The default options should provide checkpoint files that are easy to restore from (in most cases). For more advanced options and features, see Checkpointer.

Picking up a simulation from a checkpoint file

Picking up a simulation from a checkpoint requires the original script that was used to generate the checkpoint data. Change the first instance of run! in the script to take pickup=true.

When pickup=true is provided to run! then it finds the latest checkpoint file in the current working directory, loads prognostic fields and their tendencies from file, resets the model clock and iteration, to the clock time and iteration that the checkpoint corresponds to, and updates the model auxiliary state. After that, the time-stepping loop. In this simple example, although the simulation run up to iteration 8, the latest checkpoint is associated with iteration 5.

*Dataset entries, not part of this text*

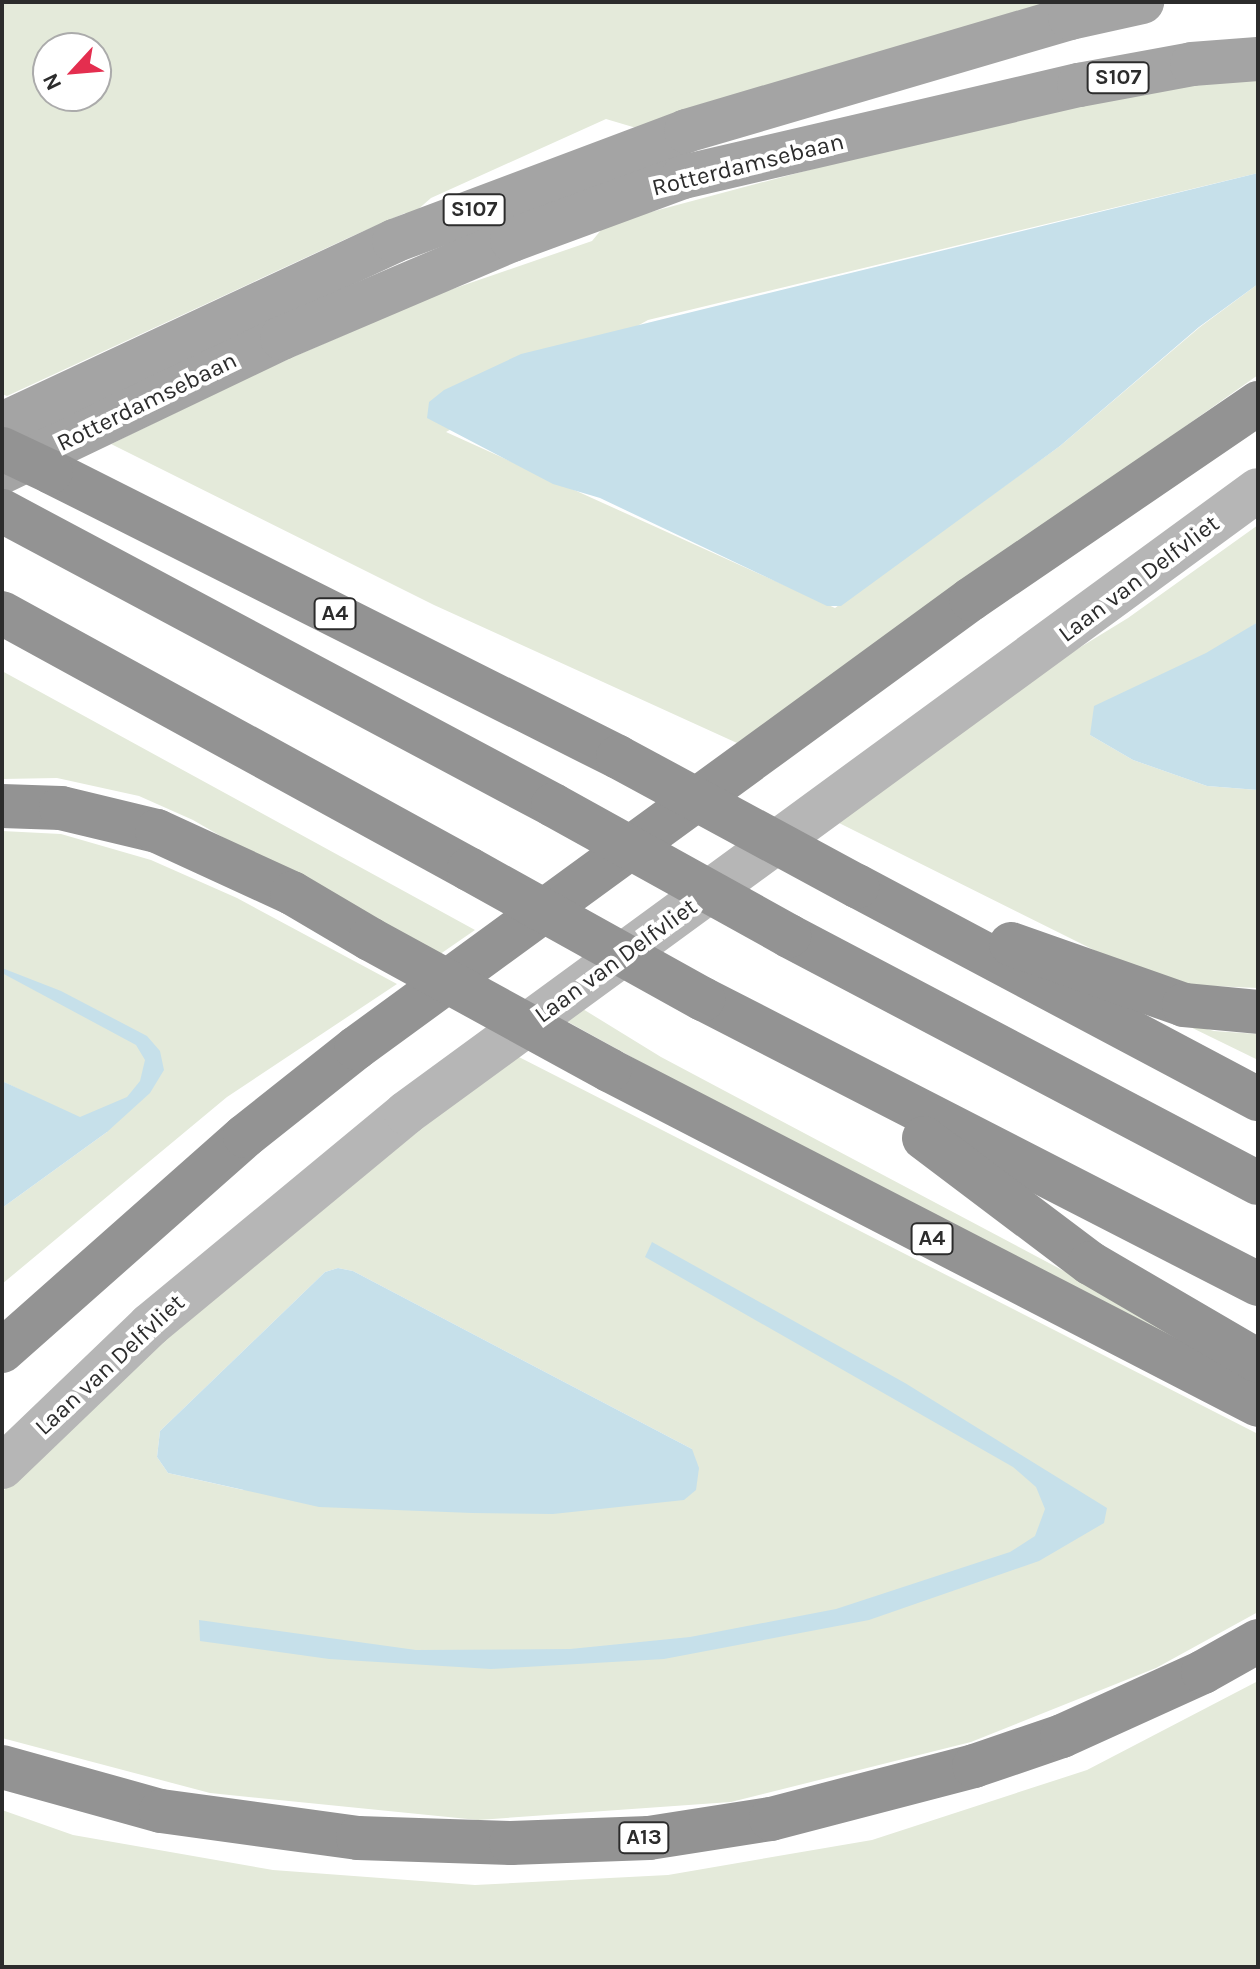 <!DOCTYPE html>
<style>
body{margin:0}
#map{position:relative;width:1260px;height:1969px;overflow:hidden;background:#fff;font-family:Karla,sans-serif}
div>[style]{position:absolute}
.green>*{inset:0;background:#e4eada}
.water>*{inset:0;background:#c6e0ea}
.secondary>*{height:44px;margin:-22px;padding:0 22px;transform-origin:22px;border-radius:22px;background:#b6b6b6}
.primary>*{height:44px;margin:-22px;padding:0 22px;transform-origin:22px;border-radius:22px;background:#a4a4a4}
.highway>*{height:44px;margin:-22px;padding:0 22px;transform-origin:22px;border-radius:22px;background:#939393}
.highway-bridge>*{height:44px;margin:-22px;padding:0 22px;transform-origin:22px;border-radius:22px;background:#939393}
span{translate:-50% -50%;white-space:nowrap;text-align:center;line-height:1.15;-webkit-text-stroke:8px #fff;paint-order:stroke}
.shield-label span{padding:2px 6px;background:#fff;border:2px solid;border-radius:6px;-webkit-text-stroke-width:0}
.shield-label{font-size:22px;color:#2c2c2c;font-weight:700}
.street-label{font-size:24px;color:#2c2c2c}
.frame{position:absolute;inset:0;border:4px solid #2c2c2c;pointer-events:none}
.north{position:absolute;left:32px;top:32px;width:80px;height:80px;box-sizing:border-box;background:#fff;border:2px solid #ababab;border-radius:50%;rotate:244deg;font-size:22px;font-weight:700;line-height:32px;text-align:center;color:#2c2c2c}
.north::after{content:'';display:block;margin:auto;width:28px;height:36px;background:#e42e4f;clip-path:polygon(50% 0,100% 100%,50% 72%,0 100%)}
</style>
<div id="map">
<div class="green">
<i style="clip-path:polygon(evenodd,2px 2px,1083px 2px,643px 130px,606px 119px,431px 198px,408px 218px,405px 213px,348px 238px,7px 396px,2px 394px,2px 2px,48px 48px,96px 48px,96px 96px,48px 96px,48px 48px)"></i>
<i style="clip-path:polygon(1258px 70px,1258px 173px,648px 320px,446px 432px,835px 608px,1060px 446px,1200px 327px,1258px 284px,1258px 375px,737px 743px,434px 605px,111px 444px,261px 371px,438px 294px,592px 241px,606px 224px,1161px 76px)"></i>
<i style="clip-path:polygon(1258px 525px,1258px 622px,1090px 735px,1133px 760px,1207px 786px,1258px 790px,1258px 988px,1189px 985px,1110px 958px,835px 821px,1017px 686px,1128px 618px)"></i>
<i style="clip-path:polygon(2px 671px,475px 930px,433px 959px,193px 820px,139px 796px,57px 778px,2px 779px)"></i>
<i style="clip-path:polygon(2px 831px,61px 834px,151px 860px,237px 898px,397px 984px,227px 1097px,2px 1284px,2px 1208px,107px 1132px,2px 1081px)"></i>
<i style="clip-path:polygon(578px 1006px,661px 1057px,1258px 1374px,1258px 1383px,956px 1237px,561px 1018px)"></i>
<i style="clip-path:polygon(1176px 1020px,1214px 1031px,1258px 1034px,1258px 1060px)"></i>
<i style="clip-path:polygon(evenodd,515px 1055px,1258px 1434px,1258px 1612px,1156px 1668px,971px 1742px,731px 1802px,478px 1820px,210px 1793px,2px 1738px,2px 1492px,177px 1321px,515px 1055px,338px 1268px,353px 1271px,692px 1449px,243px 1490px,168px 1473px,157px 1457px,160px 1431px,325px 1272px,338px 1268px)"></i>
<i style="clip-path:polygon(1258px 1681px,1258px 1967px,2px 1967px,2px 1810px,73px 1835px,273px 1870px,475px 1885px,668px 1875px,872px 1840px,1087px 1770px)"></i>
</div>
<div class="water">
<i style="clip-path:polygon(1258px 173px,1258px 284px,1199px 327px,1060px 446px,841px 606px,827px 606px,600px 498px,553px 484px,427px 418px,429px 402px,444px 390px,521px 354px)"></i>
<i style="clip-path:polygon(1258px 622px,1258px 790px,1207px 786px,1133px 760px,1090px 735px,1094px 706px,1206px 653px)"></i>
<i style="clip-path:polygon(2px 968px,61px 991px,147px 1036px,160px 1051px,164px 1070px,150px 1093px,107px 1132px,2px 1208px,2px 1081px,80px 1117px,127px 1097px,140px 1081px,145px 1060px,136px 1045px,2px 973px)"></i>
<i style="clip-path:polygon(652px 1242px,905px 1383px,1107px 1508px,1104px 1523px,1039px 1561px,869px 1620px,664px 1659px,491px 1669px,329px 1659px,200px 1641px,199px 1620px,416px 1650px,570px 1649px,690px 1637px,836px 1609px,1010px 1552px,1035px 1536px,1045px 1509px,1036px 1487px,1013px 1467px,645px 1257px)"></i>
<i style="clip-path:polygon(338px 1268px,353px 1271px,692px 1449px,699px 1468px,696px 1490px,684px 1500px,553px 1514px,472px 1513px,319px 1507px,168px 1473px,157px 1457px,160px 1431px,325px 1272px)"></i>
</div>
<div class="secondary">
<i style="left:2px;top:1467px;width:205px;rotate:-43.8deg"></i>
<i style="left:150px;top:1325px;width:332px;rotate:-39.6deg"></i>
<i style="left:406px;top:1113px;width:1055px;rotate:-36.18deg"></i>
</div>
<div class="primary">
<i style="left:2px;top:424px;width:433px;rotate:-25deg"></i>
<i style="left:394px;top:241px;width:312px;rotate:-20.6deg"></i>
<i style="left:686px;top:131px;width:400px;rotate:-16.4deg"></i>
<i style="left:1070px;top:18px;width:74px;rotate:-12.5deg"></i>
<i style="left:2px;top:472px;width:310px;rotate:-25.6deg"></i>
<i style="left:282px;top:338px;width:250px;rotate:-23.1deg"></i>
<i style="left:512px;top:240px;width:182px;rotate:-20.2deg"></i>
<i style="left:683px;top:177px;width:407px;rotate:-13.1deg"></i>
<i style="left:1079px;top:85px;width:115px;rotate:-10.5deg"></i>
<i style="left:1192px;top:64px;width:66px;rotate:-4.3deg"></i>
</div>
<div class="highway">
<i style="left:51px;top:472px;width:635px;rotate:26.69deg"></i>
<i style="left:2px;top:511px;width:625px;rotate:28.08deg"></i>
<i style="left:2px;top:613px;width:533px;rotate:28.73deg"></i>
<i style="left:2px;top:806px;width:59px;rotate:1.9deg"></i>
<i style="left:61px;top:808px;width:99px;rotate:13.5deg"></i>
<i style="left:157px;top:831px;width:149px;rotate:24.7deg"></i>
<i style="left:292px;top:893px;width:91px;rotate:30.5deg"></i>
<i style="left:857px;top:886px;width:454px;rotate:28deg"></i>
<i style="left:789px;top:936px;width:530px;rotate:27.77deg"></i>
<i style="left:1011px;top:944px;width:183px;rotate:19.4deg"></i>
<i style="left:1184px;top:1005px;width:74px;rotate:5.4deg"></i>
<i style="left:703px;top:999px;width:624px;rotate:27.18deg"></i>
<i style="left:609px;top:1070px;width:730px;rotate:27.3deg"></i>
<i style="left:924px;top:1138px;width:208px;rotate:37deg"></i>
<i style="left:1090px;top:1263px;width:194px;rotate:30.3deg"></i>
<i style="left:2px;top:1351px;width:324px;rotate:-41.5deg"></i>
<i style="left:245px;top:1136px;width:142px;rotate:-38.4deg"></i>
<i style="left:356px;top:1048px;width:761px;rotate:-36.13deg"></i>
<i style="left:971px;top:599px;width:348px;rotate:-34.3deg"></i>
<i style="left:2px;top:1767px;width:165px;rotate:15.5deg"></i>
<i style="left:161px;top:1811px;width:199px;rotate:7.8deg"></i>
<i style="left:358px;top:1838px;width:153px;rotate:1.9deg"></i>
<i style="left:511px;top:1843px;width:138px;rotate:-2.1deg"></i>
<i style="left:649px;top:1838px;width:123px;rotate:-8.9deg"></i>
<i style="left:771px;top:1819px;width:210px;rotate:-14.6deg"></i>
<i style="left:974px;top:1766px;width:93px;rotate:-18.8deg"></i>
<i style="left:1062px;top:1736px;width:155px;rotate:-24.4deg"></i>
<i style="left:1203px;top:1672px;width:63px;rotate:-29.4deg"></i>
</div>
<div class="highway-bridge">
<i style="left:2px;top:449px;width:54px;rotate:25.1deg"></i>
<i style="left:618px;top:757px;width:272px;rotate:28.4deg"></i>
<i style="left:553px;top:805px;width:270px;rotate:29deg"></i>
<i style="left:469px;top:869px;width:268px;rotate:29.1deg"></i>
<i style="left:370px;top:939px;width:273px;rotate:28.7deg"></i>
</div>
<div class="shield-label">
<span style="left:1118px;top:78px">S107</span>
<span style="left:474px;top:210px">S107</span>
<span style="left:335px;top:614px">A4</span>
<span style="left:932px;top:1239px">A4</span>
<span style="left:644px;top:1838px">A13</span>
</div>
<div class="street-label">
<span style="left:748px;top:165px;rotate:-14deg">Rotterdamsebaan</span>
<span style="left:147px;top:402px;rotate:-26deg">Rotterdamsebaan</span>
<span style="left:1139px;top:579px;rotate:-37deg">Laan van Delfvliet</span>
<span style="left:616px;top:961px;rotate:-36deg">Laan van Delfvliet</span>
<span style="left:110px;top:1365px;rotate:-43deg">Laan van Delfvliet</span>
</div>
<div class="frame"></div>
<div class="north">N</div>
</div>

julia> simulation.stop_iteration = 1212
julia> run!(simulation, pickup=true)┌ Warning: Particles do not exist in checkpoint and could not be restored. @ Oceananigans.Models ~/Oceananigans.jl-26302/src/Models/set_model.jl:46 [ Info: Initializing simulation... [ Info: ... simulation initialization complete (242.664 μs) [ Info: Executing initial time step... [ Info: iteration: 6; time: 6 seconds [ Info: ... initial time step complete (836.244 μs). [ Info: iteration: 7; time: 7 seconds [ Info: iteration: 8; time: 8 seconds [ Info: iteration: 9; time: 9 seconds [ Info: iteration: 10; time: 10 seconds [ Info: iteration: 11; time: 11 seconds [ Info: Simulation is stopping after running for 8.332 ms. [ Info: Model iteration 12 equals or exceeds stop iteration 12. [ Info: iteration: 12; time: 12 seconds

Use pickup=iteration, where iteration is an Integer, to pick up from a specific iteration. Or, use pickup=filepath, where filepath is a string, to pickup from a specific file located at filepath.